## [The problem]
For the entries below, report every line that includes the word "image".

Top of Data extracts

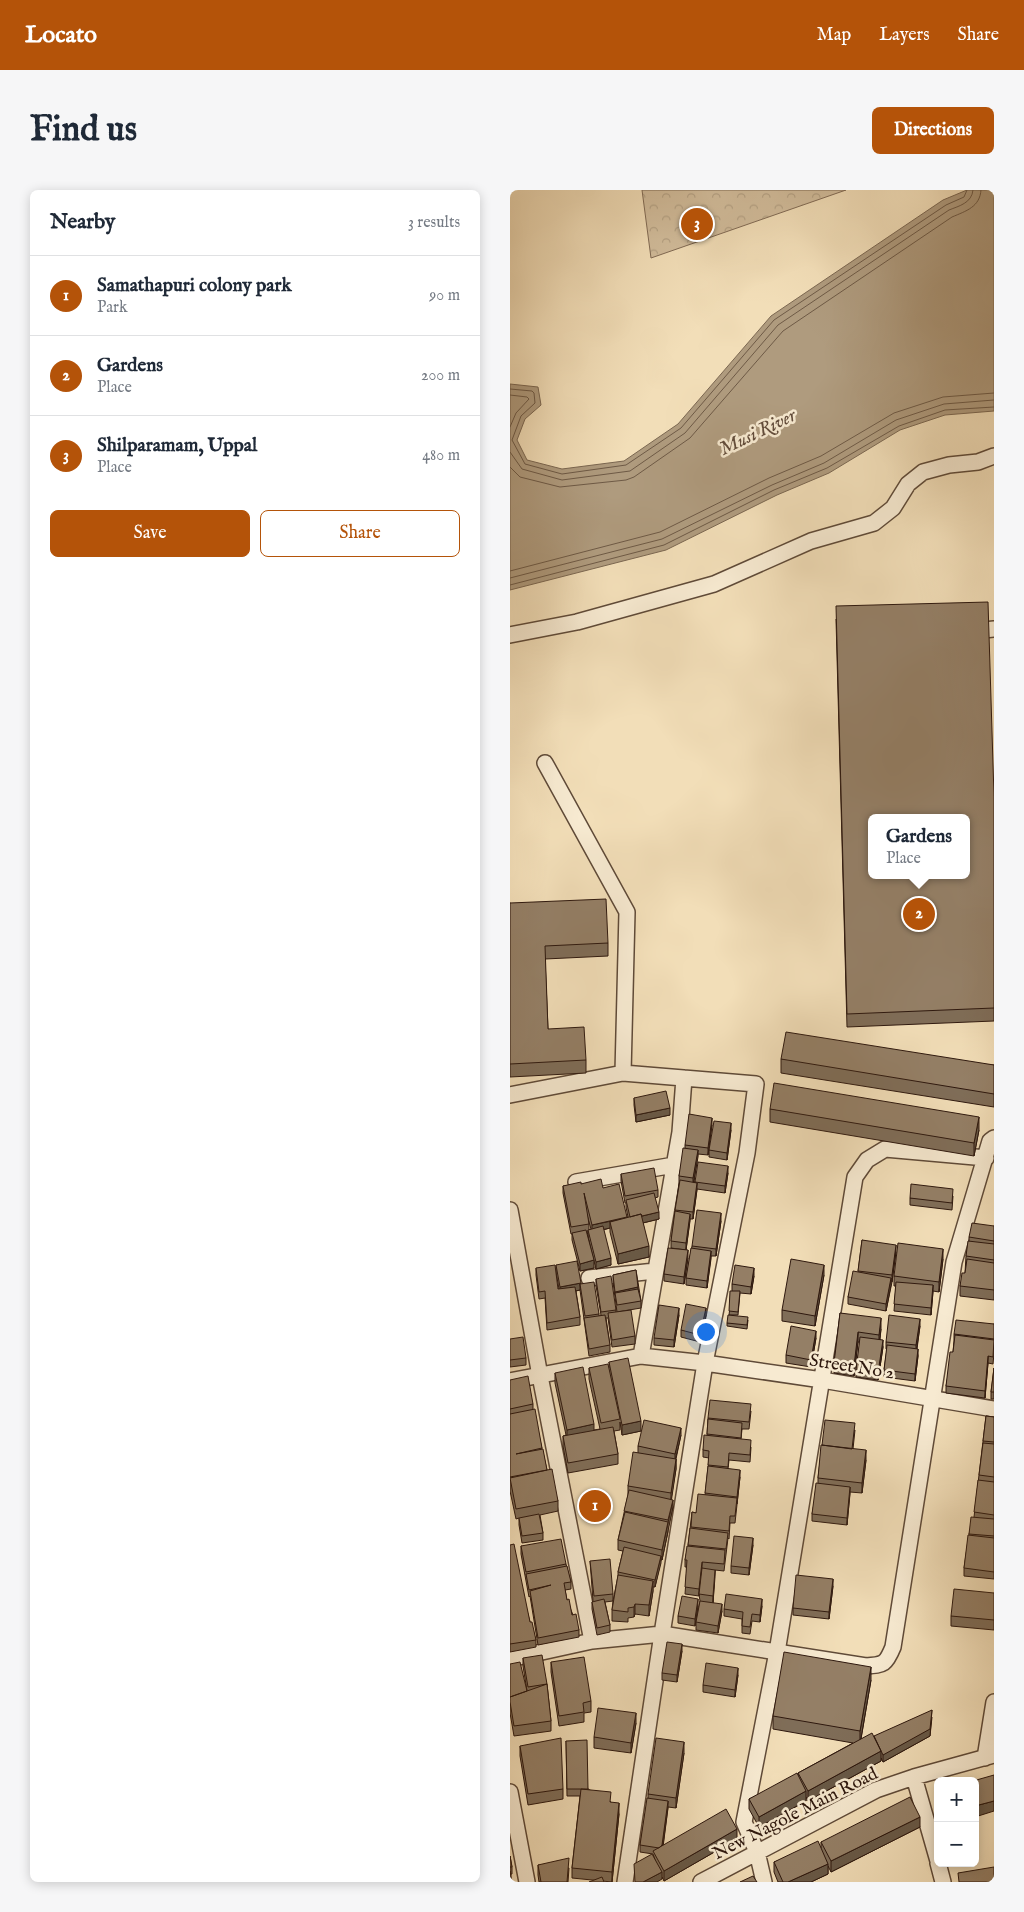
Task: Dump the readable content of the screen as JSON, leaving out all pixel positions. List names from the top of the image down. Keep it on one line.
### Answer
{"streets":{"street":["Street No 2","New Nagole Main Road"]},"water":["Musi River"],"page":{"header":"Locato","nav":["Map","Layers","Share"],"buttons":["Directions",["Save","Share"]],"title":"Find us","heading":["Nearby","3 results"],"pins":["3","2","1"],"list":[{"mark":"1","name":"Samathapuri colony park","note":"Park","value":"90 m"},{"mark":"2","name":"Gardens","note":"Place","value":"200 m"},{"mark":"3","name":"Shilparamam, Uppal","note":"Place","value":"480 m"}],"popup":["Gardens","Place"],"map_buttons":["+","−"]}}
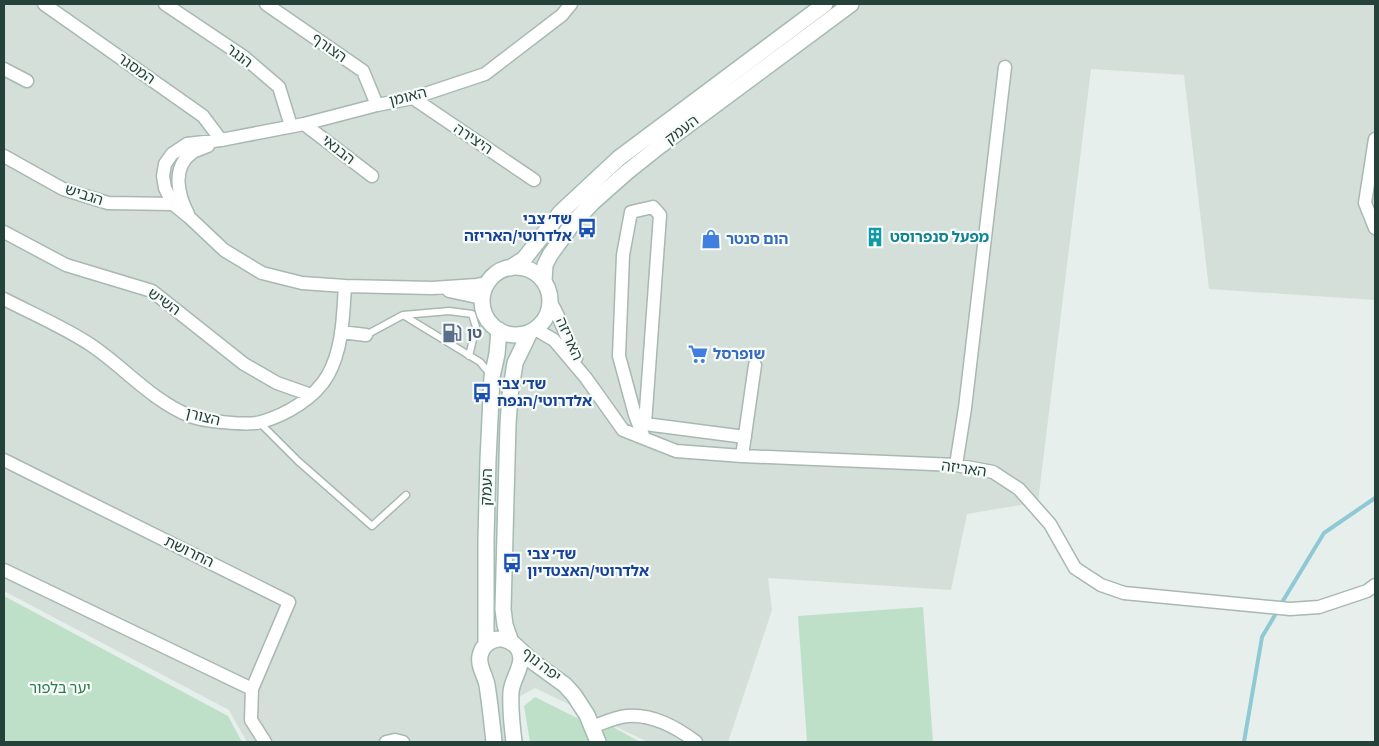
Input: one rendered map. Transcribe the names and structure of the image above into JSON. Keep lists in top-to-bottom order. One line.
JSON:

Bottom of Data extracts

## [Response box]
Task: Dump the readable content of the screen as JSON, leaving out all pixel positions. List names from the top of the image down. Keep it on one line.
Input: one rendered map. Transcribe the names and structure of the image above into JSON. Keep lists in top-to-bottom order. One line.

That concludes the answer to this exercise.